Records supplied:

━━━━━━━━━━━━━━━━━━━━

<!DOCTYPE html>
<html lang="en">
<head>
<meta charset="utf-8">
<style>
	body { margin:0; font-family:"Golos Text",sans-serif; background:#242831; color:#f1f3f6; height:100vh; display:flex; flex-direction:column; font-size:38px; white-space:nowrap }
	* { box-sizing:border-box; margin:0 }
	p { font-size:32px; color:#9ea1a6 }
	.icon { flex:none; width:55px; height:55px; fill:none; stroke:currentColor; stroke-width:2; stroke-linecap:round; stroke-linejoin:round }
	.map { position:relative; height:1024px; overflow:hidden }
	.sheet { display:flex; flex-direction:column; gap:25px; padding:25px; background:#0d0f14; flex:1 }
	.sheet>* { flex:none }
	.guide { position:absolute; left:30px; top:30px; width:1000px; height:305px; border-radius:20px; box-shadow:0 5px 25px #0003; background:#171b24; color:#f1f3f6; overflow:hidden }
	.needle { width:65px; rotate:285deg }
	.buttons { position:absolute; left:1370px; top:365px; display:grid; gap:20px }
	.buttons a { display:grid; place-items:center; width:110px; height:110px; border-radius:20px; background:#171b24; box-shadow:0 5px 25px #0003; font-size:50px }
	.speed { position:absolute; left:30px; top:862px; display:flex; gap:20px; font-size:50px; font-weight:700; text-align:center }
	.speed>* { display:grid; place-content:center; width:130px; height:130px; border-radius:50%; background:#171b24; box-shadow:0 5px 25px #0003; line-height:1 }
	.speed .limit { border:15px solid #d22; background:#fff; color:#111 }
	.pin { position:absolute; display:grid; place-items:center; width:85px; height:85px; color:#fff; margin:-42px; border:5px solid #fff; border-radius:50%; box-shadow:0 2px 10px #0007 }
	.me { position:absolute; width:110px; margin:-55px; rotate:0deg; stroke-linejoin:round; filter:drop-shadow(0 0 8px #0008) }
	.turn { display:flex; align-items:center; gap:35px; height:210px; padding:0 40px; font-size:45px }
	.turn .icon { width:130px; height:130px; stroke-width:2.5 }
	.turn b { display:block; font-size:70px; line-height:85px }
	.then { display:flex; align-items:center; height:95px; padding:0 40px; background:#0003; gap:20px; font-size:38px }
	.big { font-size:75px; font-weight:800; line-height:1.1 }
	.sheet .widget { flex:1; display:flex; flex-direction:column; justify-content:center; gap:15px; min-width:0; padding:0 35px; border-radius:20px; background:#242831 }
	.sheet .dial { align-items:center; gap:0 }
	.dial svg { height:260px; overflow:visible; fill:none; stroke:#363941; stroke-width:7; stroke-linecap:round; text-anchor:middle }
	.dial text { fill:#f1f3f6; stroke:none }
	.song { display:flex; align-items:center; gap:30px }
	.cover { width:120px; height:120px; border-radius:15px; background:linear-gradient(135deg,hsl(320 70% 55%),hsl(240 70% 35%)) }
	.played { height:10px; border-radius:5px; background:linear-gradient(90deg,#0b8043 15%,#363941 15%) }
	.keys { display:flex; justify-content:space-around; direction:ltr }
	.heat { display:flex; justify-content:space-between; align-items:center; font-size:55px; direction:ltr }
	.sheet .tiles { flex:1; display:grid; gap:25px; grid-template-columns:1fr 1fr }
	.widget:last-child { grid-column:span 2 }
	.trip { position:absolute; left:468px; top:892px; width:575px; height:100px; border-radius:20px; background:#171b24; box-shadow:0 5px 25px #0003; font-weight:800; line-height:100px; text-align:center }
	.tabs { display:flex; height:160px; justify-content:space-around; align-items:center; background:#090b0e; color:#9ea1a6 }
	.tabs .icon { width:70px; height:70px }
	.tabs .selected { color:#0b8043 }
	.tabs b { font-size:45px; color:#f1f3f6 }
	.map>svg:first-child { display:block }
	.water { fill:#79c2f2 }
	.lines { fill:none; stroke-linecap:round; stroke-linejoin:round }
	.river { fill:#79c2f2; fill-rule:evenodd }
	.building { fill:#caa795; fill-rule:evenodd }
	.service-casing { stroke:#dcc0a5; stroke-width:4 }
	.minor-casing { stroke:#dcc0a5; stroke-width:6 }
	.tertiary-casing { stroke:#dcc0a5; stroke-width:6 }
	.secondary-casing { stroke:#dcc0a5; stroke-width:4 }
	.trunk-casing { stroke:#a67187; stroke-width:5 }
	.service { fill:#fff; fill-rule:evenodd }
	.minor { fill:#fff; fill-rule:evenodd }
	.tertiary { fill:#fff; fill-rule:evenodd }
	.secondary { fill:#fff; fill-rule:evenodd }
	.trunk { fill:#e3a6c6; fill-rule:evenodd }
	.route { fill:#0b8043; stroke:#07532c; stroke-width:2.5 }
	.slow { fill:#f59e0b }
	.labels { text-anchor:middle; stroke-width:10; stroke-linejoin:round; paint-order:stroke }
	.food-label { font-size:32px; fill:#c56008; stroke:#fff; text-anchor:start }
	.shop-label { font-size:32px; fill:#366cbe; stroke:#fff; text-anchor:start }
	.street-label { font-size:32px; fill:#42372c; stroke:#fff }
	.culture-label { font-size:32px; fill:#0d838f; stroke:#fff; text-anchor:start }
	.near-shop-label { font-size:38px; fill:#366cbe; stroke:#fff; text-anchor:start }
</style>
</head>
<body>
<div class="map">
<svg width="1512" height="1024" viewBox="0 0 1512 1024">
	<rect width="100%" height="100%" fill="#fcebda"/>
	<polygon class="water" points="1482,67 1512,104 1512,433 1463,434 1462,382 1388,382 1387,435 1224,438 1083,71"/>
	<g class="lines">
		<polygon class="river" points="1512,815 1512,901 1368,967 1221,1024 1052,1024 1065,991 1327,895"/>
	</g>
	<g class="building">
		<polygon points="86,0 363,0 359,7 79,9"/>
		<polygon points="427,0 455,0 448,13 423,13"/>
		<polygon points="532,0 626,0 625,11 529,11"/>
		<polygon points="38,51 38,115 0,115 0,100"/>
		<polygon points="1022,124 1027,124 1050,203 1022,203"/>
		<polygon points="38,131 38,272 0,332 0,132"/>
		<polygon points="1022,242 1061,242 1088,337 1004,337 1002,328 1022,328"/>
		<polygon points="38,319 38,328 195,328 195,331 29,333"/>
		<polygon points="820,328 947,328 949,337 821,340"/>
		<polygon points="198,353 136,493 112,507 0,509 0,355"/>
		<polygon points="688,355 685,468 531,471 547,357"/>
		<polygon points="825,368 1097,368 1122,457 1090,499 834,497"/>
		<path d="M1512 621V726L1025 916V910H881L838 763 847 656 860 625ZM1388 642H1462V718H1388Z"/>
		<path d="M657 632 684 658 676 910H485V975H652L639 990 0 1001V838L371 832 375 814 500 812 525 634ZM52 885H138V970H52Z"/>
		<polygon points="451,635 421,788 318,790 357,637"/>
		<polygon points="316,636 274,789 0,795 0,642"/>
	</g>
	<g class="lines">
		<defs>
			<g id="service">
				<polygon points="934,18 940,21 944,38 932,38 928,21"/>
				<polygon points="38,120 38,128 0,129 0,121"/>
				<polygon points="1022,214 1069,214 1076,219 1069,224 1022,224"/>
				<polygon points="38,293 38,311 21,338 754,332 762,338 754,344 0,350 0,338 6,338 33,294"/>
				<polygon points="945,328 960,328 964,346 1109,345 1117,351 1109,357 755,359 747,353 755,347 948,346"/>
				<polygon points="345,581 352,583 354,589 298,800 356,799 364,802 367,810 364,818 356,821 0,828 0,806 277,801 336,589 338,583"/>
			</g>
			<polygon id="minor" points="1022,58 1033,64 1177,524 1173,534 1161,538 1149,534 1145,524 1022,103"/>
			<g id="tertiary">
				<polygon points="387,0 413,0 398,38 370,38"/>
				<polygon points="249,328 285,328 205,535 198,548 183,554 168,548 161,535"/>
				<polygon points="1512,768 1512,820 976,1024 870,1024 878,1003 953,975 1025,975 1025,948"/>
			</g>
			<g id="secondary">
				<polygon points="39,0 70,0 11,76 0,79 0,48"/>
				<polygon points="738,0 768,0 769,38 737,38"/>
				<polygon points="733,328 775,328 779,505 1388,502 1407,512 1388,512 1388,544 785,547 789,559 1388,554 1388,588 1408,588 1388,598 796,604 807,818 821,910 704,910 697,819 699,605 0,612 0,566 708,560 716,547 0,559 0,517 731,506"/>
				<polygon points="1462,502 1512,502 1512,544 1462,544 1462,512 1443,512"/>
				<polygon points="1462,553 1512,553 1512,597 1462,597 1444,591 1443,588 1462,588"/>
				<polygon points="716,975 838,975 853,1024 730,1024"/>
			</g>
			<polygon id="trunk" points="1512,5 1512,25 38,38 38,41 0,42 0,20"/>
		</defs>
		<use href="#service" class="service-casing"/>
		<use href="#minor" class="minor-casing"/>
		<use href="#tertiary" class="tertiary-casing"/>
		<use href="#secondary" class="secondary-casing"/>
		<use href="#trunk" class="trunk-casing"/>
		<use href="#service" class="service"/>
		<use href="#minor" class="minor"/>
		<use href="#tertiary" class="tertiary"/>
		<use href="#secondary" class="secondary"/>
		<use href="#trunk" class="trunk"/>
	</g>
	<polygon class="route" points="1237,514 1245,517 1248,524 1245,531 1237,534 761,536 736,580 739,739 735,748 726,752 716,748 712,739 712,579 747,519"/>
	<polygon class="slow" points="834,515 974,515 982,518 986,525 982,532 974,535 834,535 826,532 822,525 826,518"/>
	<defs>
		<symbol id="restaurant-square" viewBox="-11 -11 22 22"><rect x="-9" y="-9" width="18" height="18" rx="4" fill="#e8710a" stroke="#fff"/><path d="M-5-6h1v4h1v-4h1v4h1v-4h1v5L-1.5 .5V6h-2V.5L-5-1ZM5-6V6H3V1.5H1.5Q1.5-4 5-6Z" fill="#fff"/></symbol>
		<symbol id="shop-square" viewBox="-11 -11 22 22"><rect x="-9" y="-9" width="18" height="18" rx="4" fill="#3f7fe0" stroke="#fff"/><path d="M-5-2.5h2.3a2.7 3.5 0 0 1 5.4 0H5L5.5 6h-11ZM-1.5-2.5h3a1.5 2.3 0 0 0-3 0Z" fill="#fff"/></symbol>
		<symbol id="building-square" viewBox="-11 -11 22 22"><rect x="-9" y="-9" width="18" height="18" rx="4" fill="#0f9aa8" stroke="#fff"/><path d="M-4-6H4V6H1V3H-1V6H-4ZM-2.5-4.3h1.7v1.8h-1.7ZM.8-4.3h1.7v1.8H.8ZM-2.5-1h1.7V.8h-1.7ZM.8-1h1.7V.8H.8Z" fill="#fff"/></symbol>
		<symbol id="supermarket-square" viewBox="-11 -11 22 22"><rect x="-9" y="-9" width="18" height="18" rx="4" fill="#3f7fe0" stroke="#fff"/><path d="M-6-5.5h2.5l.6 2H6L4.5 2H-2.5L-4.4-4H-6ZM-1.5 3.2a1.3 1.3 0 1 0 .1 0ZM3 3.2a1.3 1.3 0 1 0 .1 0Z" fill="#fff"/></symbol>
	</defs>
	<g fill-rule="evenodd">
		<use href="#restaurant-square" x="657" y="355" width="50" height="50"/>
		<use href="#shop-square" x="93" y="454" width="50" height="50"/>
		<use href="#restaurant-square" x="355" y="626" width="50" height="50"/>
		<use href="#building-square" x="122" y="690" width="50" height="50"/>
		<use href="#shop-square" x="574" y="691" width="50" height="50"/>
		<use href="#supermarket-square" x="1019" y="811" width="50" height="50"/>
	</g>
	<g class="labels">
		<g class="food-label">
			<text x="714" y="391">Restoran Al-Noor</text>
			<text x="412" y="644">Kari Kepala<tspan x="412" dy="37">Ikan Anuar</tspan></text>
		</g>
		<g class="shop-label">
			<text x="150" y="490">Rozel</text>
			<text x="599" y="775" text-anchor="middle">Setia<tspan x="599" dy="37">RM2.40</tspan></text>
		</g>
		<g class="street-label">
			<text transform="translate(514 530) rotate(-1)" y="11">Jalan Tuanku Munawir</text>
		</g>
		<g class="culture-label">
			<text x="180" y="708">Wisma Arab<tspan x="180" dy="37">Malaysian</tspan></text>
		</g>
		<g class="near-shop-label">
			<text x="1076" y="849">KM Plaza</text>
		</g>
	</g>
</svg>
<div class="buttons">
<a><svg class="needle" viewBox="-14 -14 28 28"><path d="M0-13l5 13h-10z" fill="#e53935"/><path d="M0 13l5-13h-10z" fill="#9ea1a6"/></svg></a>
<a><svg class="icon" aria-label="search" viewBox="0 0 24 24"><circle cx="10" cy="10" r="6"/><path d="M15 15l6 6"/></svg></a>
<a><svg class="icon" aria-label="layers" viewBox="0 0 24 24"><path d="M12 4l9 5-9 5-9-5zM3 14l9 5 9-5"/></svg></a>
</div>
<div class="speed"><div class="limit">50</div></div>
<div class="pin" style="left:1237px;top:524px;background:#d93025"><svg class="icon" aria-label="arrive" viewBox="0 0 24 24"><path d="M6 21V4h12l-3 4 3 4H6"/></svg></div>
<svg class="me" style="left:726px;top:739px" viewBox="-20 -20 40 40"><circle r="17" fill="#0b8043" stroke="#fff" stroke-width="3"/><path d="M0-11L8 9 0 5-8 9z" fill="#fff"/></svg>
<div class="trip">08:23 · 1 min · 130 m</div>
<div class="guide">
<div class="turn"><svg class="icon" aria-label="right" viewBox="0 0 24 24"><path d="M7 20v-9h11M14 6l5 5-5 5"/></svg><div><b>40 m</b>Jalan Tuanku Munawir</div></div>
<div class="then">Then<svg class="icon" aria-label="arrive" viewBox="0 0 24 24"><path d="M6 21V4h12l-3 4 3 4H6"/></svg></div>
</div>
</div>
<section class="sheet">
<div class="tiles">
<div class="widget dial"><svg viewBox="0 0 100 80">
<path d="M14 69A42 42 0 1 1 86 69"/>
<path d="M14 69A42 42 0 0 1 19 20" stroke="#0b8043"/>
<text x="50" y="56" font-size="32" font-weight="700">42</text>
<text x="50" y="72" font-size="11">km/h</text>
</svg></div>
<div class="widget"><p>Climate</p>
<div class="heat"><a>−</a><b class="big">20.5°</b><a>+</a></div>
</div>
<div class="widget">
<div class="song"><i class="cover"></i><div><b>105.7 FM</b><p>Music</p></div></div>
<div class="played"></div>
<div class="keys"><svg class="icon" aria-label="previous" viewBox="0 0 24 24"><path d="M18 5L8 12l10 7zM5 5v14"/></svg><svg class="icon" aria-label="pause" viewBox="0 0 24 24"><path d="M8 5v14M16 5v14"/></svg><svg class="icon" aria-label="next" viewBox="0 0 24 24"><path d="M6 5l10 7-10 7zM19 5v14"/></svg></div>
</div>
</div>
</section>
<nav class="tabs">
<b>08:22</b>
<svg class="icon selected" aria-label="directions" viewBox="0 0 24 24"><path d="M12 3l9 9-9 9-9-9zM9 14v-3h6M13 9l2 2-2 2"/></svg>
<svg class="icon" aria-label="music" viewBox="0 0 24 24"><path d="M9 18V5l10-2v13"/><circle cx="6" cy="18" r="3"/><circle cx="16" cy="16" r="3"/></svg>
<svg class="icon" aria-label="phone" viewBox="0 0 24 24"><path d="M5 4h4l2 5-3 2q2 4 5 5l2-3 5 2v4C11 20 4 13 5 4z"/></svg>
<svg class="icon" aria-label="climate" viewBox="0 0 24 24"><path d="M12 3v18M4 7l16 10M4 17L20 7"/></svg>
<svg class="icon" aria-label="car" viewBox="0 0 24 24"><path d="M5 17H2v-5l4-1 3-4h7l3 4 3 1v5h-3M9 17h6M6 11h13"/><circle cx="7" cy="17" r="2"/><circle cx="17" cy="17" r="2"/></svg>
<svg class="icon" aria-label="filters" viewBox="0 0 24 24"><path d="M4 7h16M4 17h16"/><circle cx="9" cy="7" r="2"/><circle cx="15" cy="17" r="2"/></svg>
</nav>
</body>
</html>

━━━━━━━━━━━━━━━━━━━━

Exercise instructions:
Return all lines in the entries above that carry the word "place".

Output below:
	.buttons a { display:grid; place-items:center; width:110px; height:110px; border-radius:20px; background:#171b24; box-shadow:0 5px 25px #0003; font-size:50px }
	.speed>* { display:grid; place-content:center; width:130px; height:130px; border-radius:50%; background:#171b24; box-shadow:0 5px 25px #0003; line-height:1 }
	.pin { position:absolute; display:grid; place-items:center; width:85px; height:85px; color:#fff; margin:-42px; border:5px solid #fff; border-radius:50%; box-shadow:0 2px 10px #0007 }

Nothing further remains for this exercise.